A total of 671 patients with a clinical diagnosis of OI were included in this study. Of these, 560 patients from 427 unrelated families were identified as carrying OI pathogenic mutations, and the rate of disease-causing gene mutation positivity was 83.5%. The pathogenic mutations of 427 probands identified in this cohort are listed in Supplementary Table 1. Mutations in 15 OI candidate genes were identified, with COL1A1 (n = 308, 55%) and COL1A2 (n = 164, 29%) being the most common (Fig. 1a). Among these mutations, 275 (49%) are missense, 69 (12%) nonsense, 118 (21%) frameshift, 101 (18%) splicing and 1 (0.2%) a chromosome translocation. Among the COL1A1/COL1A2 variants (n = 472), 190 (40.3%) are glycine substitutions, 42 (8.9%) nonglycine substitutions, 149 (31.6%) haploinsufficiency, 90 (19.1%) splicing mutations and 1 (0.2%) a chromosome translocation (Fig. 1b). Additionally, c.769G > A (p.G257R) of COL1A1 and c.1009G > A (p.G337S) of COL1A2, which were the most common variants of COL1A1 and COL1A2, were identified in 10 and 6 unrelated families, respectively, suggesting that these two mutations are hotspot mutations in the Chinese OI cohort. Among biallelic variants, mutations in SERPINF1 (21.2%) and WNT1 (19.2%) were most frequent (Fig. 1a).

Fig. 1
figure 1

Mutation spectrum of this largest Chinese OI cohort. a Mutation spectrum of all OI patients. b Mutation types of COL1A1 and COL1A2 in this cohort. OI osteogenesis imperfecta

Phenotypic spectrum

Detailed clinical data were available for 414 OI probands, including 328 children and 86 adults (Table 1). A total of 197 patients (48.3%) had a positive family history of OI. The median age of initial visit and age at first fracture among the OI patients were 10.0 years (range: 0.2–64.0 years) and 1.5 years (range: 0.0–59.0 years), respectively. The most common clinical manifestation was peripheral fracture (96.6%), and total frequency varied greatly, ranging from 0 to 70 times, with a median time of 4.0. (Table 1). A total of 2887 peripheral fractures were noted in this cohort, with femurs being the most commonly affected sites (34.8%). (Fig. 2a). VCF was also common in this study, as noted in 180 (43.5%) OI patients. A total of 815 VCFs were recorded from C7 to L5, with the most common sites at L1 (10.8%) and T12 (9.8%) (Fig. 2b). Overall, 251 OI patients (60.6%) developed bone deformities, including long bone and ribcage deformities and scoliosis (Table 1). Based on clinical phenotype, 202 (48.8%) patients were classified as OI type I, 70 (16.9%) as OI type III, 121 (29.2%) as OI type IV, and 21 (5.1%) as OI type V (Table 1). Additionally, among 111 patients with no detectable OI mutations, 81 (73.0%) were classified as OI type I, 9 (8.1%) as OI type III and 21 (18.9%) as OI type IV.
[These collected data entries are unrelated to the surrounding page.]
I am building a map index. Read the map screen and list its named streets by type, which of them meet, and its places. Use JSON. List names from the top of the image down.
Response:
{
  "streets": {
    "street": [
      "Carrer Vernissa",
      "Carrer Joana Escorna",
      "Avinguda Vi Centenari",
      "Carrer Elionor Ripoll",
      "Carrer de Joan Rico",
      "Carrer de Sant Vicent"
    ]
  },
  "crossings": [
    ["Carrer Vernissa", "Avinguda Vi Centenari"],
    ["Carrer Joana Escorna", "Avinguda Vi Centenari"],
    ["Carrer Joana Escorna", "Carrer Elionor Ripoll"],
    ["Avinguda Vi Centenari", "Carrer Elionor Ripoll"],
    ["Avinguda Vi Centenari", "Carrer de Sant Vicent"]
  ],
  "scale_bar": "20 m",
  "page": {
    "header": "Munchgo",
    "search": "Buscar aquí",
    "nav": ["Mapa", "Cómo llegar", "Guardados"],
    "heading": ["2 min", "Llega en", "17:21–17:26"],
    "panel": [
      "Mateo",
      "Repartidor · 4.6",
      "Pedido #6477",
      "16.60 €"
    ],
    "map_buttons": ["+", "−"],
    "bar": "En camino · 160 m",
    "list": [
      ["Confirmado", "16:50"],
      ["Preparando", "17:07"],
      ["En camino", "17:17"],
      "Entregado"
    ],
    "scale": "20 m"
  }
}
Table 1 Demographic and clinical characteristics of patients with OI
Fig. 2
figure 2

Association of gene mutation with clinical severity of OI. a Association between different mutated genes and the clinical severity of OI. b Association between different collagen changes induced by gene mutations and clinical severity of OI. OI osteogenesis imperfecta, GS glycine substitution

Additionally, according to serum 25OHD level, vitamin D sufficiency (25OHD level > 30 ng/mL), insufficiency (21–29 ng/mL) and deficiency (< 20 ng/mL) were found in 22.9% (80/349), 29.8% (104/349) and 47.3% (165/349) of OI patients, respectively. A total of 5.2% (18/349) of OI patients exhibited secondary hyperparathyroidism caused by insufficiency or deficiency of vitamin D. Furthermore, the levels of 25OHD were negatively correlated with age of OI patients (Supplementary table 2 and Supplementary Fig. 1).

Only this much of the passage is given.